- Task prompt: The lines to reproduce run from the first one below to the line containing "display:flex; gap:8px; margin-top:auto;", both included. Reproduce them exactly and nothing else.

- Exercise input:
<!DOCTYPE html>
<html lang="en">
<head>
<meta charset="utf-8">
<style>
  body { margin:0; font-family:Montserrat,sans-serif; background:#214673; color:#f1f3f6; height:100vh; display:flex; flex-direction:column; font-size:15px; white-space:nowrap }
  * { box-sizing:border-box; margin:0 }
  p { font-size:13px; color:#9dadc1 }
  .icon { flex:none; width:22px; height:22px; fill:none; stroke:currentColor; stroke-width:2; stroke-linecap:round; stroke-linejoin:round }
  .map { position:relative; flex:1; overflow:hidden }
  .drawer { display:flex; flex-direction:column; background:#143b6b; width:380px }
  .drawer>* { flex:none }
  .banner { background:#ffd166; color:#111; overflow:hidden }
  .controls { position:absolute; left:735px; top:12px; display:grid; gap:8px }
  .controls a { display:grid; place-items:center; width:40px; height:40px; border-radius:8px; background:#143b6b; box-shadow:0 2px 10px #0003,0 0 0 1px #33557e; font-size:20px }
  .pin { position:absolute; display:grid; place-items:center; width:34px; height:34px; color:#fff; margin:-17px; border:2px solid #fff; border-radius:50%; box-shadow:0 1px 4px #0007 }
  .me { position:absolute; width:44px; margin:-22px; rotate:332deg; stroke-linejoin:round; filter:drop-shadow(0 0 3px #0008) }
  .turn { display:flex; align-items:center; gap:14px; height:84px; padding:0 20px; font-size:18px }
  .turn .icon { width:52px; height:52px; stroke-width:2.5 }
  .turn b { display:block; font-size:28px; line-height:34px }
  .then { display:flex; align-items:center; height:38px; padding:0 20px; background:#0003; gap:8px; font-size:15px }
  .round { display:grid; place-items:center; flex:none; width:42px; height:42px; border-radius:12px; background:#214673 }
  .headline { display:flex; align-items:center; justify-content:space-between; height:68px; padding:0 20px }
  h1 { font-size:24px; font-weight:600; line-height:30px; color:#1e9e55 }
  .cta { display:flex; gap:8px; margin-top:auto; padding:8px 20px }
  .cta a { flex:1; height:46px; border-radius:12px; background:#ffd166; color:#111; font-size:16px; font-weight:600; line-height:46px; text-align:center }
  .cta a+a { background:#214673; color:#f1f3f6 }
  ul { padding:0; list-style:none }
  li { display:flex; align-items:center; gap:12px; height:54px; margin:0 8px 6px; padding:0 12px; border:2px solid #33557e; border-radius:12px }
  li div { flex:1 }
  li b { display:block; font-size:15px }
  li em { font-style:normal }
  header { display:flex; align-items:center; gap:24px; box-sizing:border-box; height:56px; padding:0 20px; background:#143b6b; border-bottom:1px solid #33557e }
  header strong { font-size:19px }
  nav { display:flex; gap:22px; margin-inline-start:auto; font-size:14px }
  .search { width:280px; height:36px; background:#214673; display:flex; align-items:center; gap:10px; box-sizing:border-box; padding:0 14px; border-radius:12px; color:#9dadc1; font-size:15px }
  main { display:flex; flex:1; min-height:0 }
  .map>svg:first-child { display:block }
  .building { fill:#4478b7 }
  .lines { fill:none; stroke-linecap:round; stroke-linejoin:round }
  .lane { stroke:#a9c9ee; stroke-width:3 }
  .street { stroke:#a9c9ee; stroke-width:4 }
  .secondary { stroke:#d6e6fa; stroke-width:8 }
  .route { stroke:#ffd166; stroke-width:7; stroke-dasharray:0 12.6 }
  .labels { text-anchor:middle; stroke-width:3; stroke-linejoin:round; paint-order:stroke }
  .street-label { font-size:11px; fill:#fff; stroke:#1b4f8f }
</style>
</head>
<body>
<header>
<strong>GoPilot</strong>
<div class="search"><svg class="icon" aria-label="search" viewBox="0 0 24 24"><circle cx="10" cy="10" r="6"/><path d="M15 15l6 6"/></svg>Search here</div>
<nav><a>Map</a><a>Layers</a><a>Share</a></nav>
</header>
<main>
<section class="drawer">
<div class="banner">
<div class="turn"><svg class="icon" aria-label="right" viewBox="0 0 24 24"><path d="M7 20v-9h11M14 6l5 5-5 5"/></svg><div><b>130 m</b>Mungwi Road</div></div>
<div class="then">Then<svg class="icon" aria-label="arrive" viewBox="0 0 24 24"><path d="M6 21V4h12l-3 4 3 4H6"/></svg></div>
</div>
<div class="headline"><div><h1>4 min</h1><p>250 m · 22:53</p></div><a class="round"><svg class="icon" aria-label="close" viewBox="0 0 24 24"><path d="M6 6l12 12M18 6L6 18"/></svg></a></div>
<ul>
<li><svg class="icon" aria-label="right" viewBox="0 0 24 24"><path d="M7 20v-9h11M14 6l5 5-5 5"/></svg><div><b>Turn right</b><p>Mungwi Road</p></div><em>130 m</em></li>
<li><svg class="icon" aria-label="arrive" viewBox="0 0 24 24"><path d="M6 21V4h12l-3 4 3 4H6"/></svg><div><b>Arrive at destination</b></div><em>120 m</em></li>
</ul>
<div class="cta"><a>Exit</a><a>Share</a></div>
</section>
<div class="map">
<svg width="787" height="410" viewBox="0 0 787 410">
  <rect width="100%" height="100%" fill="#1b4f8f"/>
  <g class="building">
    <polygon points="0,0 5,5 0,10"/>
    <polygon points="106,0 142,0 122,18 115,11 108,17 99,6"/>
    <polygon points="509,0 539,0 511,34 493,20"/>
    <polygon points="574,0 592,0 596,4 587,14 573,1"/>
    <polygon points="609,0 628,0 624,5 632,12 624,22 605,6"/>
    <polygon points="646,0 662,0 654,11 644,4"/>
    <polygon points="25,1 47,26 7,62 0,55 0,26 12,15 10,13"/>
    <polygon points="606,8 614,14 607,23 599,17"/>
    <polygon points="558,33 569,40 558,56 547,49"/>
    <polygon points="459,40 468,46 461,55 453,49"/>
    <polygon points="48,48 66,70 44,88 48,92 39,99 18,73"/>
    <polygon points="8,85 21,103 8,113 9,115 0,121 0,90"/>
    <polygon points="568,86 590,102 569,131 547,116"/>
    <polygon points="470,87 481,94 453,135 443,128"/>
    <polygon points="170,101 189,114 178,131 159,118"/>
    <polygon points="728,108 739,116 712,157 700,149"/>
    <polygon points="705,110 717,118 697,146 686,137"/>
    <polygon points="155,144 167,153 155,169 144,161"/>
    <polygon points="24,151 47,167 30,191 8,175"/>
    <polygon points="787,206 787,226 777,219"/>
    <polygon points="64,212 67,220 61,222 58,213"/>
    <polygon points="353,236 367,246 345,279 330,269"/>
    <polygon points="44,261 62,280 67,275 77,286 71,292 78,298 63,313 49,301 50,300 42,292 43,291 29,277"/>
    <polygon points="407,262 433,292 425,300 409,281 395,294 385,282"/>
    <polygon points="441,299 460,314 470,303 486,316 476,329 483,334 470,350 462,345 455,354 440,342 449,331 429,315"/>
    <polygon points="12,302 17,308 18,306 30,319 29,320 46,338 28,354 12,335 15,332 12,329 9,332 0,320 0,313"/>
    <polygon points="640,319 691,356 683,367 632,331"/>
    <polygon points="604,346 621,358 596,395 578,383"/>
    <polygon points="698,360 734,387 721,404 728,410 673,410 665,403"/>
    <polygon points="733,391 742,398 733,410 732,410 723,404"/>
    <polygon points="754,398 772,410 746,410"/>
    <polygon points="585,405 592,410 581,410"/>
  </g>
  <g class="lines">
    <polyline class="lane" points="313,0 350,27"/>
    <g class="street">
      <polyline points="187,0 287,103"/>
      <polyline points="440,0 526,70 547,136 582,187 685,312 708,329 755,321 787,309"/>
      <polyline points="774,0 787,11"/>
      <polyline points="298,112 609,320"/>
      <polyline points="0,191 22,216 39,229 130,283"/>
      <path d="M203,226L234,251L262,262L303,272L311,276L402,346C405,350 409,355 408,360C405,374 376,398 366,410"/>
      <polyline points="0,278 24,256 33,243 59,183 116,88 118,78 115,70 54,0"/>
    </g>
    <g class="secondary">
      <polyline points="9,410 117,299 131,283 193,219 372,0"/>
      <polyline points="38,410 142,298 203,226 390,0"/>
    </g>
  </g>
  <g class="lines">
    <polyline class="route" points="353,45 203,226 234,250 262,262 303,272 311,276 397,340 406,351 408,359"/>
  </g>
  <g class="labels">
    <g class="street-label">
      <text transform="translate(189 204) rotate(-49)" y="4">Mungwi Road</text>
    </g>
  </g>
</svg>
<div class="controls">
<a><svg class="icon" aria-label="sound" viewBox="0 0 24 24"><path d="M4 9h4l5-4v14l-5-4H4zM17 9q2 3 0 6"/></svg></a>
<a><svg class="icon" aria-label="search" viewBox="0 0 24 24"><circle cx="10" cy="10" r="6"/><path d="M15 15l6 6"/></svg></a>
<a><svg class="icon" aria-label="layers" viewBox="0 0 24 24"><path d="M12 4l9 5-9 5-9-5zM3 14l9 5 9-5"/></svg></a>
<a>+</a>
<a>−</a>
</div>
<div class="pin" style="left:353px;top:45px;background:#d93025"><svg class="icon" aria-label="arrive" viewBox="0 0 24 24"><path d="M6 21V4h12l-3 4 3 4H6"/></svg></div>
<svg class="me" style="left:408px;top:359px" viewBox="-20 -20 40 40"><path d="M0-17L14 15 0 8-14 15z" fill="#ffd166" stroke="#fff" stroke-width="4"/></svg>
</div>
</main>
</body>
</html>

- Answer for the task:
<!DOCTYPE html>
<html lang="en">
<head>
<meta charset="utf-8">
<style>
  body { margin:0; font-family:Montserrat,sans-serif; background:#214673; color:#f1f3f6; height:100vh; display:flex; flex-direction:column; font-size:15px; white-space:nowrap }
  * { box-sizing:border-box; margin:0 }
  p { font-size:13px; color:#9dadc1 }
  .icon { flex:none; width:22px; height:22px; fill:none; stroke:currentColor; stroke-width:2; stroke-linecap:round; stroke-linejoin:round }
  .map { position:relative; flex:1; overflow:hidden }
  .drawer { display:flex; flex-direction:column; background:#143b6b; width:380px }
  .drawer>* { flex:none }
  .banner { background:#ffd166; color:#111; overflow:hidden }
  .controls { position:absolute; left:735px; top:12px; display:grid; gap:8px }
  .controls a { display:grid; place-items:center; width:40px; height:40px; border-radius:8px; background:#143b6b; box-shadow:0 2px 10px #0003,0 0 0 1px #33557e; font-size:20px }
  .pin { position:absolute; display:grid; place-items:center; width:34px; height:34px; color:#fff; margin:-17px; border:2px solid #fff; border-radius:50%; box-shadow:0 1px 4px #0007 }
  .me { position:absolute; width:44px; margin:-22px; rotate:332deg; stroke-linejoin:round; filter:drop-shadow(0 0 3px #0008) }
  .turn { display:flex; align-items:center; gap:14px; height:84px; padding:0 20px; font-size:18px }
  .turn .icon { width:52px; height:52px; stroke-width:2.5 }
  .turn b { display:block; font-size:28px; line-height:34px }
  .then { display:flex; align-items:center; height:38px; padding:0 20px; background:#0003; gap:8px; font-size:15px }
  .round { display:grid; place-items:center; flex:none; width:42px; height:42px; border-radius:12px; background:#214673 }
  .headline { display:flex; align-items:center; justify-content:space-between; height:68px; padding:0 20px }
  h1 { font-size:24px; font-weight:600; line-height:30px; color:#1e9e55 }
  .cta { display:flex; gap:8px; margin-top:auto; padding:8px 20px }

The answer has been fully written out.